By: Mikeh Odeh, Abuja.
Taiwo Oyedele, chairman of the presidential committee on tax policy and fiscal reforms, has called on the Revenue Mobilisation Allocation and Fiscal Commission (RMAFC) to prioritize finding workable solutions rather than inciting further controversy regarding the value-added tax (VAT) collection process.
On December 9, the RMAFC expressed opposition to the proposed VAT sharing formula outlined in the tax reform bills, citing potential constitutional violations. The commission asserted that the 1999 Constitution (as amended) grants it exclusive authority to determine equitable revenue sharing among the three tiers of government.
In a clarification posted on X on Wednesday, Oyedele highlighted that tax regulations predate the 1999 Constitution, despite having been in effect for over five years. He pointed out that VAT is not explicitly mentioned in the Constitution, categorizing it as a residual matter under state jurisdiction.
“VAT is paid into a special pool account and is not treated alongside other revenues that the RMAFC advises on regarding the sharing formula as stipulated in Section 162 of the 1999 Constitution,” he explained. Oyedele further compared VAT to stamp duties, which also belong to states and are shared based on 100% derivation, without requiring RMAFC involvement in determining the sharing formula.
VAT Collection Based on Consumption, Not Residence.
The committee chairman elaborated that the proposed VAT revenue-sharing formula aims to address critical issues inherent to the current VAT regime. He explained that VAT operates as a consumption-based levy, where revenue is linked to the location of consumption rather than the taxpayer’s residence or the business’s registration location.
“VAT consumption needs to be determined based on taxpayer residence.
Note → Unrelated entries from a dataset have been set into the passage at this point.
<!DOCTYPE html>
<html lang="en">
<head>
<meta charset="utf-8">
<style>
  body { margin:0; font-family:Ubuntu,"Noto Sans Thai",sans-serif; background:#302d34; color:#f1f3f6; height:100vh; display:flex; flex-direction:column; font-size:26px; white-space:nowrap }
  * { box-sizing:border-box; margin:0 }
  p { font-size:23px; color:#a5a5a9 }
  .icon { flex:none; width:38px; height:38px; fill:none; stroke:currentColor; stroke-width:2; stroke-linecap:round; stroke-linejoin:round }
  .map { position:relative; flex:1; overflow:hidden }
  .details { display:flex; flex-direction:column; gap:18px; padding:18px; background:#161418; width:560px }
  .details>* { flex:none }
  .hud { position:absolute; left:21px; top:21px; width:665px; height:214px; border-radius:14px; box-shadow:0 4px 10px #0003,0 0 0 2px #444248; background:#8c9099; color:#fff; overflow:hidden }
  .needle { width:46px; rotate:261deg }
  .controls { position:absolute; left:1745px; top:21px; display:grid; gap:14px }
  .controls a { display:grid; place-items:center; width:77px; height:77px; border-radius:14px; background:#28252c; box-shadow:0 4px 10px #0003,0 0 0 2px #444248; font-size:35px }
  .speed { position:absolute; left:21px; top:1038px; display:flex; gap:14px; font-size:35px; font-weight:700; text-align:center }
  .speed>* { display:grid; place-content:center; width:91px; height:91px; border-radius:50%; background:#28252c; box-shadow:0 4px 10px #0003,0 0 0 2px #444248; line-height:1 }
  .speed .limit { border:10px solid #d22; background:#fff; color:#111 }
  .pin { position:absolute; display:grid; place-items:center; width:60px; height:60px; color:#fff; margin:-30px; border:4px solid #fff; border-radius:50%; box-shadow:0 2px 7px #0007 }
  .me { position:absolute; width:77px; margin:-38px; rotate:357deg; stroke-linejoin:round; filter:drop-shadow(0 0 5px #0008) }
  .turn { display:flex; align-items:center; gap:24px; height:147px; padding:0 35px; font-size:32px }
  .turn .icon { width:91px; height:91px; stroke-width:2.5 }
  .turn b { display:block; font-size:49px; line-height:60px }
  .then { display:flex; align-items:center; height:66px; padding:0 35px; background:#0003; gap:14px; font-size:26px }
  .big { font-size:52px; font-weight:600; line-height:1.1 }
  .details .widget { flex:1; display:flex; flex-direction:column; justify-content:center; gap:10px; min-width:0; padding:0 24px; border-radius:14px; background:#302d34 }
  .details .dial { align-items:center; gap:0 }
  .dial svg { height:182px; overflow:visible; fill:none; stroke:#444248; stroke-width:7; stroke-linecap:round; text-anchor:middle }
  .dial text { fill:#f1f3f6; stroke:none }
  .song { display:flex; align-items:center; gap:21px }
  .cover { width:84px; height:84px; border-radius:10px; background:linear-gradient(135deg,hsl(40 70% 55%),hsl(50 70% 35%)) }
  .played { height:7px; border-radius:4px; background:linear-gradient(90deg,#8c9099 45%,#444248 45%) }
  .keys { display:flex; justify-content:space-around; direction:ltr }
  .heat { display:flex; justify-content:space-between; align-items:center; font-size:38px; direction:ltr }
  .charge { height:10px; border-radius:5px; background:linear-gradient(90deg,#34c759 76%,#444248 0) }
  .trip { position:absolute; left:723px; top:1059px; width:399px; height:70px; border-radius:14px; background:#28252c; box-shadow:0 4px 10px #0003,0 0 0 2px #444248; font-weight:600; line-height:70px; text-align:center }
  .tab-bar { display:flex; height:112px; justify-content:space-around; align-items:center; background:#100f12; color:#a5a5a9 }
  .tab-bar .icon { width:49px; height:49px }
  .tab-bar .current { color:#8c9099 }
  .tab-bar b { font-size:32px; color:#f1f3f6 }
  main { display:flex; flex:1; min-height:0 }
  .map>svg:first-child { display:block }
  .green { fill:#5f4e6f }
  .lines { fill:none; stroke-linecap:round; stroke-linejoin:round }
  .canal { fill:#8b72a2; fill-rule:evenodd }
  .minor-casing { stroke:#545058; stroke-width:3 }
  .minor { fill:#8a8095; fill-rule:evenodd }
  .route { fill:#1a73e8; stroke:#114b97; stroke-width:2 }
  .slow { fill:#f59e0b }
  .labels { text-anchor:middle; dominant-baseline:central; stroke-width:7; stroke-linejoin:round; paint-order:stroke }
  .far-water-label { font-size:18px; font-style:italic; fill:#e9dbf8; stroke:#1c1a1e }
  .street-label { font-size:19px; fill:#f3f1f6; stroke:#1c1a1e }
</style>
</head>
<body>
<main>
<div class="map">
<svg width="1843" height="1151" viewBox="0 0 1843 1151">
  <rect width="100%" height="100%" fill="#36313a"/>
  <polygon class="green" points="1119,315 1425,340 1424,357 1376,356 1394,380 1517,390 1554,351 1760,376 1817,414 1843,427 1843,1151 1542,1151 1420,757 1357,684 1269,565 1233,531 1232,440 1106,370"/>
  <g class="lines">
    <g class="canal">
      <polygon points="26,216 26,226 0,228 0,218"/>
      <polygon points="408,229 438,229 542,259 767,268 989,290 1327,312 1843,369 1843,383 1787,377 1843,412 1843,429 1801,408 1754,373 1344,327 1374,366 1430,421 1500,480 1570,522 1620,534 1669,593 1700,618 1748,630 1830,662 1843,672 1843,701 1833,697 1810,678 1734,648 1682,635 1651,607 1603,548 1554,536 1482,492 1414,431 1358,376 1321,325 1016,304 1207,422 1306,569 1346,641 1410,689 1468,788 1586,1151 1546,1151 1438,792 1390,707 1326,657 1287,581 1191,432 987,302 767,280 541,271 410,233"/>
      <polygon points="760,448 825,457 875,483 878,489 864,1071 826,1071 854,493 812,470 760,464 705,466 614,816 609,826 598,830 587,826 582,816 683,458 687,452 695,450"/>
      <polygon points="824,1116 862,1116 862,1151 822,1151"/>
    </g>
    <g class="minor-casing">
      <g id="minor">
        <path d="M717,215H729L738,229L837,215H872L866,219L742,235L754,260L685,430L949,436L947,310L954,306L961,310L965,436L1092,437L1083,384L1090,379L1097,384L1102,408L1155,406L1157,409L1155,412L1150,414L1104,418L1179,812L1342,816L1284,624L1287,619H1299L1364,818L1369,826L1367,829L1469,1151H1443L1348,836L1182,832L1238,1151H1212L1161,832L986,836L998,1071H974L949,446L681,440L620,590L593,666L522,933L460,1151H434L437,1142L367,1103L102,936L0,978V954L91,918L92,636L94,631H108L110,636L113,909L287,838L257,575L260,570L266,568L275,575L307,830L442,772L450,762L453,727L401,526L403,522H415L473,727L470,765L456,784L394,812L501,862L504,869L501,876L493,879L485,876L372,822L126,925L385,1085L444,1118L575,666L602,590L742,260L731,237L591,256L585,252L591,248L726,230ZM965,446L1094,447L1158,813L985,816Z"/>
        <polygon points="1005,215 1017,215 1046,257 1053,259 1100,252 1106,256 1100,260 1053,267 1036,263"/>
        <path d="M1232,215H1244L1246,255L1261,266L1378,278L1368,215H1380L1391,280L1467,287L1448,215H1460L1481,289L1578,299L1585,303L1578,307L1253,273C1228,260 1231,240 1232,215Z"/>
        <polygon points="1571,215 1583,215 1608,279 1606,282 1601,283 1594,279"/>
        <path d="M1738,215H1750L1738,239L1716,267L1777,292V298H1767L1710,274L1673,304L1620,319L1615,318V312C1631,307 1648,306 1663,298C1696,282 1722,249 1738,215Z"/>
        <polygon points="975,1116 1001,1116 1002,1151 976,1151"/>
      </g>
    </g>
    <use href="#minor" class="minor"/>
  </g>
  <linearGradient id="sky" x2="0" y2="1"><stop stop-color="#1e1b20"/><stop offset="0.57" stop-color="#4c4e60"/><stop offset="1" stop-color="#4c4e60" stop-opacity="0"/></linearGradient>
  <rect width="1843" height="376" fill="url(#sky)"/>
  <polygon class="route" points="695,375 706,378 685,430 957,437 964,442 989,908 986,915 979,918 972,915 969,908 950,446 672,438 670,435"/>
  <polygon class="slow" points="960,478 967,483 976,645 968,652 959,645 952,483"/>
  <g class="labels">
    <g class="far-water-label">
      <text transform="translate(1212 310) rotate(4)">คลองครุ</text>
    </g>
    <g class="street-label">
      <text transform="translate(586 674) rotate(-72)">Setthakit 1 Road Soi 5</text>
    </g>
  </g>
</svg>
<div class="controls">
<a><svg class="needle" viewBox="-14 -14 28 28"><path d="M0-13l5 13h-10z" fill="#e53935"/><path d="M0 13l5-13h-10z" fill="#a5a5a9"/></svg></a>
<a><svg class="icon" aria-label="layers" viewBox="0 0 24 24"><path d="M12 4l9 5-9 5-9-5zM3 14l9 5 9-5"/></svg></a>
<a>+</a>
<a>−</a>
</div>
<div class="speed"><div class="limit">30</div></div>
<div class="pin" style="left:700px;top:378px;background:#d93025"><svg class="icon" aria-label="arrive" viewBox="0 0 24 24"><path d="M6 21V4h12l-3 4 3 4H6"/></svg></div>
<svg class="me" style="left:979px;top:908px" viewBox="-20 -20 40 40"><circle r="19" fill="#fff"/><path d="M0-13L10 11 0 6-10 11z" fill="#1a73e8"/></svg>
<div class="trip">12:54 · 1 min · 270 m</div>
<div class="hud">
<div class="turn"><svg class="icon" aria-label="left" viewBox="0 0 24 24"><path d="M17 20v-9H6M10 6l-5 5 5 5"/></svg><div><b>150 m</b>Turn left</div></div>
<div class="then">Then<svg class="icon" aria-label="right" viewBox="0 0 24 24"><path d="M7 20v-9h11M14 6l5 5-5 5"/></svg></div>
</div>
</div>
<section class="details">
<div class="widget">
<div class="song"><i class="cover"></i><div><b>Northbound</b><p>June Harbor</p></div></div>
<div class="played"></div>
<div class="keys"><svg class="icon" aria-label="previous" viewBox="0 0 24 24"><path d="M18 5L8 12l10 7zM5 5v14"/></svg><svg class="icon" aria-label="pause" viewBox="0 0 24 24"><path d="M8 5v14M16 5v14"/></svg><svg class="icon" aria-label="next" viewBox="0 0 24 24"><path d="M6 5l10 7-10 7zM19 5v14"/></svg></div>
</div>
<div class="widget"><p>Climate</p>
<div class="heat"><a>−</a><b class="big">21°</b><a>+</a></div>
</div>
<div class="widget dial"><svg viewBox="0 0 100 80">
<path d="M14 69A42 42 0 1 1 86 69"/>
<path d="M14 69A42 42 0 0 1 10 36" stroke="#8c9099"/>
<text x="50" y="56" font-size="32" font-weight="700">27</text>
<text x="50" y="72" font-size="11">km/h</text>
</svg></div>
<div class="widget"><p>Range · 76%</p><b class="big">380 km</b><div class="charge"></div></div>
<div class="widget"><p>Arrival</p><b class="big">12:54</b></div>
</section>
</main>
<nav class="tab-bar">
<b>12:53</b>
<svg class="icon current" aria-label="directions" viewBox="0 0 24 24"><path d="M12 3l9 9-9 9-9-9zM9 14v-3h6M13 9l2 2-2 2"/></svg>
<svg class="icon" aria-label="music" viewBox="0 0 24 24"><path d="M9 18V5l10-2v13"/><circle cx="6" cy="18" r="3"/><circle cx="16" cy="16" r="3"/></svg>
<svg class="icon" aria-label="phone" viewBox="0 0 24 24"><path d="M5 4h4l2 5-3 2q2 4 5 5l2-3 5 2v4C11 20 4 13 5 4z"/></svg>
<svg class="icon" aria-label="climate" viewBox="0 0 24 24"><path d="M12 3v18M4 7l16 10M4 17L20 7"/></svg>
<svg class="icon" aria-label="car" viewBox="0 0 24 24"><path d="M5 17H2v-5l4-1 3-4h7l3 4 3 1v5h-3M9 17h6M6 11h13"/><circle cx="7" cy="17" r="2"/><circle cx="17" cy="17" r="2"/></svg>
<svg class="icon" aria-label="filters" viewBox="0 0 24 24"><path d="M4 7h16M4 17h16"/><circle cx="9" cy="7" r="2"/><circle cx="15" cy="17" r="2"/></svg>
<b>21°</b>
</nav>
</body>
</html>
This is not the case with VAT or any consumption tax, unlike income tax,” Oyedele stated.
He illustrated that purchasing an asset in Lagos for use in Kano does not complicate VAT collection, as the system has mechanisms for input and output VAT that attribute revenue to the appropriate jurisdiction based on incremental value added.
“There is no need for technology to track the location of consumption; every eligible business will simply indicate the location of sales in its VAT returns, as stipulated under Section 22(12) of the Nigeria Tax Administration Bill,” he added.
Oyedele argued that it is impractical to link VAT collections to end-user locations, especially for services or digital goods that are inherently intangible.
Regarding the distribution of VAT revenue among states, he clarified that it is based on a formula of 20% derivation, 50% equality, and 30% population, contrary to the RMAFC’s assertion of a 50% derivation, 35% population, and 15% equality formula.
He acknowledged the RMAFC’s previous efforts, including a nationwide consultation on the review of the federation revenue sharing formula, which excluded VAT from the discussion despite evident inequities. “The outcome of the revenue-sharing consultation remains unresolved years later,” he noted.
With ongoing disputes surrounding VAT administration, Oyedele emphasized the need for a political solution to mitigate the risk of the tax being deemed a state-administered levy. He urged the RMAFC to engage in constructive dialogue with key stakeholders to reach a broadly acceptable resolution.
In closing, Oyedele called for a collaborative and objective approach during this period, focusing on finding workable solutions while avoiding further controversies, ultimately striving to advance Nigeria’s economic progress.